= List of Vietnamese inventions and discoveries =

This is a list of Vietnamese inventions and discoveries which includes technological, cultural and historical inventions. This list is incomplete.

== Academia ==
- Brieskorn–Phạm manifold: a term for a mathematical object defined as the intersection of a small sphere around the origin with a complex hypersurface with singularities, essentially creating a "knot-like" structure in higher dimensions. Brieskorn-Phạm manifolds are important in the study of topology, particularly in the field of exotic spheres, as they can provide examples of smooth manifolds that are topologically equivalent to a standard sphere but have different differential structures. The term was first introduced in 1966 and was further studied and perfected by Vietnamese mathematician Frédéric Phạm.
- Circular law conjecture in random matrix theory: a conjecture, established by Terence Tao and Vietnamese mathematician Vũ Hà Văn, asserts that for large random matrices with i.i.d. entries of zero mean and unit variance, the scaled eigenvalues asymptotically follow a uniform distribution over the unit disk in the complex plane, regardless of the specific distribution of the matrix entries.

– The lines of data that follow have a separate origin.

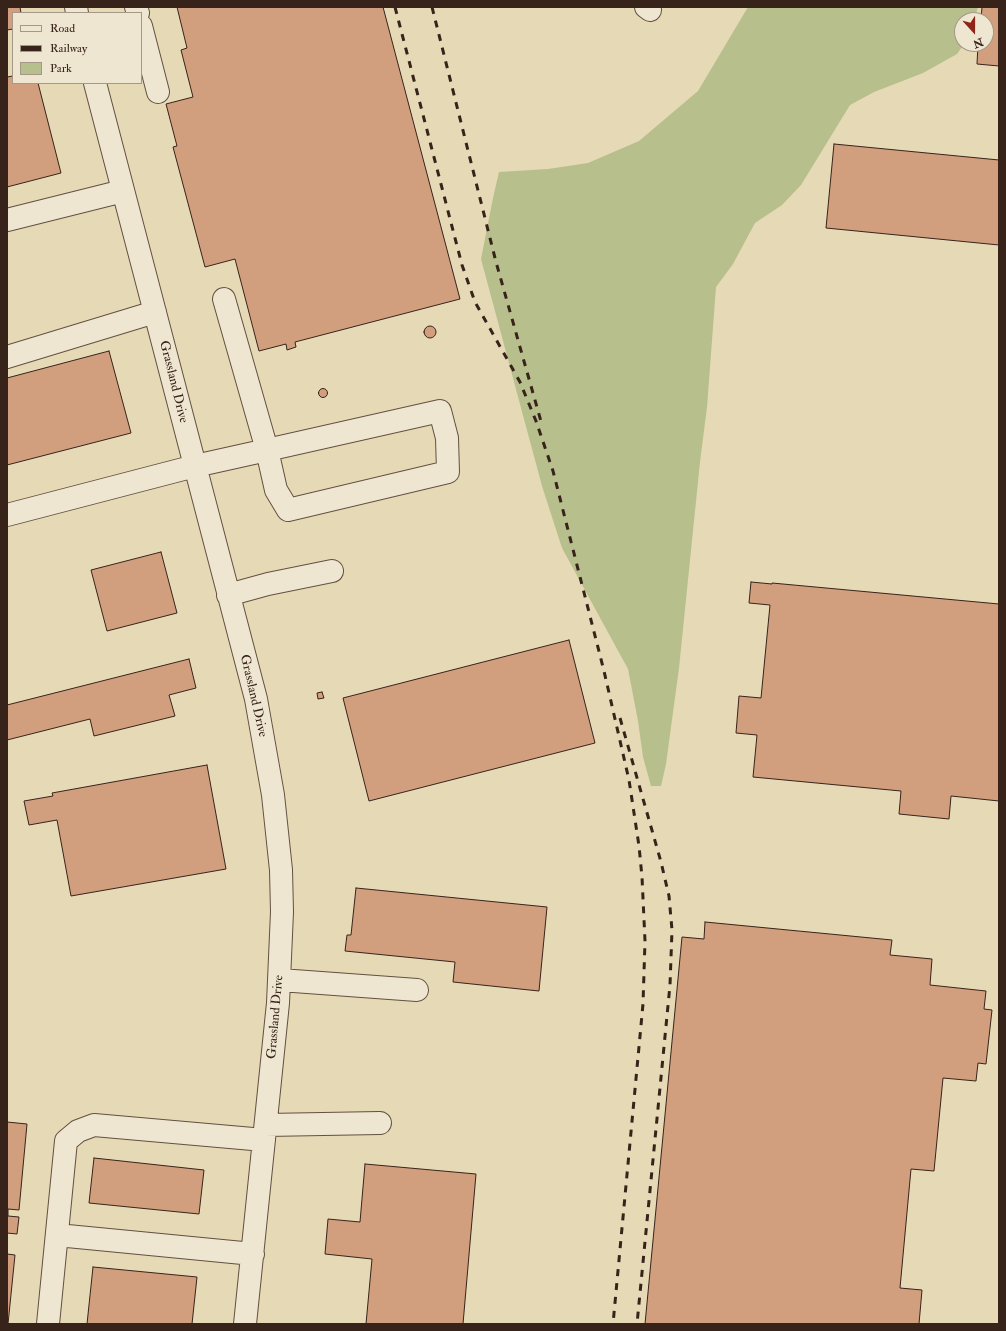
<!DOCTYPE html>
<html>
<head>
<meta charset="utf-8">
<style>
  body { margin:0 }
  #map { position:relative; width:1006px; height:1331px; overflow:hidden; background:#e5d9b6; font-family:"IM FELL Double Pica",serif }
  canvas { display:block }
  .frame { position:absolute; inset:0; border:8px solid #38231b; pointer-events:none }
  .legend { position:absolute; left:12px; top:12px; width:130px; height:72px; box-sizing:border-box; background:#eee6d0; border:1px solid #a59888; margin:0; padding:5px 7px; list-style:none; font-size:12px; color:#38231b }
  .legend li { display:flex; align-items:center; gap:8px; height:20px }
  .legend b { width:20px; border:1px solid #a59888 }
  .north { position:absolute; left:954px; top:12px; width:40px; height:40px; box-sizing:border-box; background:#eee6d0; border:1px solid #a59888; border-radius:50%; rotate:159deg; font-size:11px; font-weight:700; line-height:16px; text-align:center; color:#38231b }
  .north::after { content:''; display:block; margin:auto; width:14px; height:18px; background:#8f2418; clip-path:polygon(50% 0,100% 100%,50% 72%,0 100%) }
</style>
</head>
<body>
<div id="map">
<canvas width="1006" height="1331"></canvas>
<div class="frame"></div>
<ul class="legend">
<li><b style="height:5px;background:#eee6d0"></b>Road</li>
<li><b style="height:5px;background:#38231b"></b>Railway</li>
<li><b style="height:11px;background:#b7bf8c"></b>Park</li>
</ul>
<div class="north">N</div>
</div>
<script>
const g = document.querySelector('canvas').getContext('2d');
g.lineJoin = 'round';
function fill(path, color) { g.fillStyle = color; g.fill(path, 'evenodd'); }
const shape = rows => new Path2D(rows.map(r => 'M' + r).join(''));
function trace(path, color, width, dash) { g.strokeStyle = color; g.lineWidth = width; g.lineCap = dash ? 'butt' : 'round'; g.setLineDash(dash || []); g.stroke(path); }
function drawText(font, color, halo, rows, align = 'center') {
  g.font = font + ' "IM FELL Double Pica",serif'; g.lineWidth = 4; g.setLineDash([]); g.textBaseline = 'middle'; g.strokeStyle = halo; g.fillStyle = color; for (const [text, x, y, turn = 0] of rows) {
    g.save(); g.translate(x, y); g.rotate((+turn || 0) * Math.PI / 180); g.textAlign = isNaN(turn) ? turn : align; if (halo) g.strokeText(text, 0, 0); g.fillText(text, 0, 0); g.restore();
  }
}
const green = shape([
  [748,7,978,7,974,20,962,20,962,44,964,44,957,54,923,73,874,92,850,105,801,185,782,205,755,223,733,264,716,287,707,407,700,462,679,668,666,764,661,786,651,786,643,757,638,721,628,669,562,548,542,486,481,259,493,198,499,172,548,169,588,163,639,141,698,91]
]);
const building = shape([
  [7,7,20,7,21,13,13,13,13,29,7,30,7,7],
  [177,7,383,7,460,299,295,342,296,347,287,350,286,344,259,351,235,259,205,267,173,147,177,146,166,104,193,97,181,50,187,48,177,7],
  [982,7,999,7,999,66,977,64,978,44,986,44,986,20,981,20,982,7],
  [13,76,13,83,38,83,61,173,7,187,7,77,13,76],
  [834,144,999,160,999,245,826,228,834,144],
  '424 332a6 6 0 1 1 12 0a6 6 0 1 1-12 0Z',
  [109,351,131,433,7,465,7,378,109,351],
  '318.5 393a4.5 4.5 0 1 1 9 0a4.5 4.5 0 1 1-9 0Z',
  [161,552,177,613,107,631,91,570,161,552],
  [751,582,772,584,772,583,999,604,999,801,951,796,949,819,899,814,901,791,753,777,757,735,736,733,739,696,761,698,770,605,749,603,751,582],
  [569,640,595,743,369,801,343,698,569,640],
  [189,659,196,688,169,695,175,716,94,736,90,719,7,740,7,705,189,659],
  [322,692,324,698,318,699,317,693,322,692],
  [207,765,226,869,71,896,57,820,29,825,24,801,53,796,52,793,207,765],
  [356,888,547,907,539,991,453,982,455,962,345,951,347,935,351,935,356,888],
  [705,922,892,940,890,955,932,959,930,985,986,991,984,1009,992,1010,986,1064,978,1063,976,1081,943,1078,934,1171,911,1169,900,1288,922,1290,919,1324,645,1324,682,937,704,939,705,922],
  [7,1122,27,1124,19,1210,8,1209,8,1216,19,1217,17,1234,7,1233,7,1122],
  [94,1158,204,1170,199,1214,89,1203,94,1158],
  [365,1164,476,1174,463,1324,366,1324,372,1259,325,1254,328,1219,360,1222,365,1164],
  [7,1254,15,1255,8,1324,7,1324,7,1254],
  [93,1267,197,1277,192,1324,87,1324,93,1267]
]);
const minor = shape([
  [76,7,77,13],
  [136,7,138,13],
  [646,7,650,10],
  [141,26,158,92],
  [95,83,256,699,273,795,281,870,282,912,278,1003,245,1324],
  [7,220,123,191],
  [7,357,155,312],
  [7,515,195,466,267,450,440,411,447,438,448,472,288,510,276,490,267,450,224,299],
  [228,595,268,584,332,571],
  [280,980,417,990],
  [266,1125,380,1123],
  [57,1235,253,1254],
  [48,1324,66,1141,78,1131,94,1125,264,1140]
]);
const rail = shape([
  [395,7,462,265,475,302,520,382,536,421,553,471,604,671,629,780,639,846,642,877,645,941,643,1004,613,1324],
  [432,7,496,262,542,425],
  [620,718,661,862,669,896,672,930,670,985,637,1324]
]);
const streetNames = [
  ["Grassland Drive",173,382,76],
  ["Grassland Drive",253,696,77],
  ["Grassland Drive",276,1017,-85]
];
fill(green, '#b7bf8c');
fill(building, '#d19e7e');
trace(building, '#38231b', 1);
trace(minor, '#635042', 24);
trace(minor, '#eee6d0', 22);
trace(rail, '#38231b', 3, [7, 7]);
drawText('13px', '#38231b', '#eee6d0', streetNames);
</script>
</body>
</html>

- Inverse Littlewood-Offord theorem: a result in additive combinatorics that addresses the structure of sets that exhibit concentration of linear combinations of elements. It builds on the classical Littlewood-Offord theorem, which estimates the probability that a random sum of weighted vectors lands in a small region. The theory was developed by Vietnamese mathematician Vũ Hà Văn and Terence Tao.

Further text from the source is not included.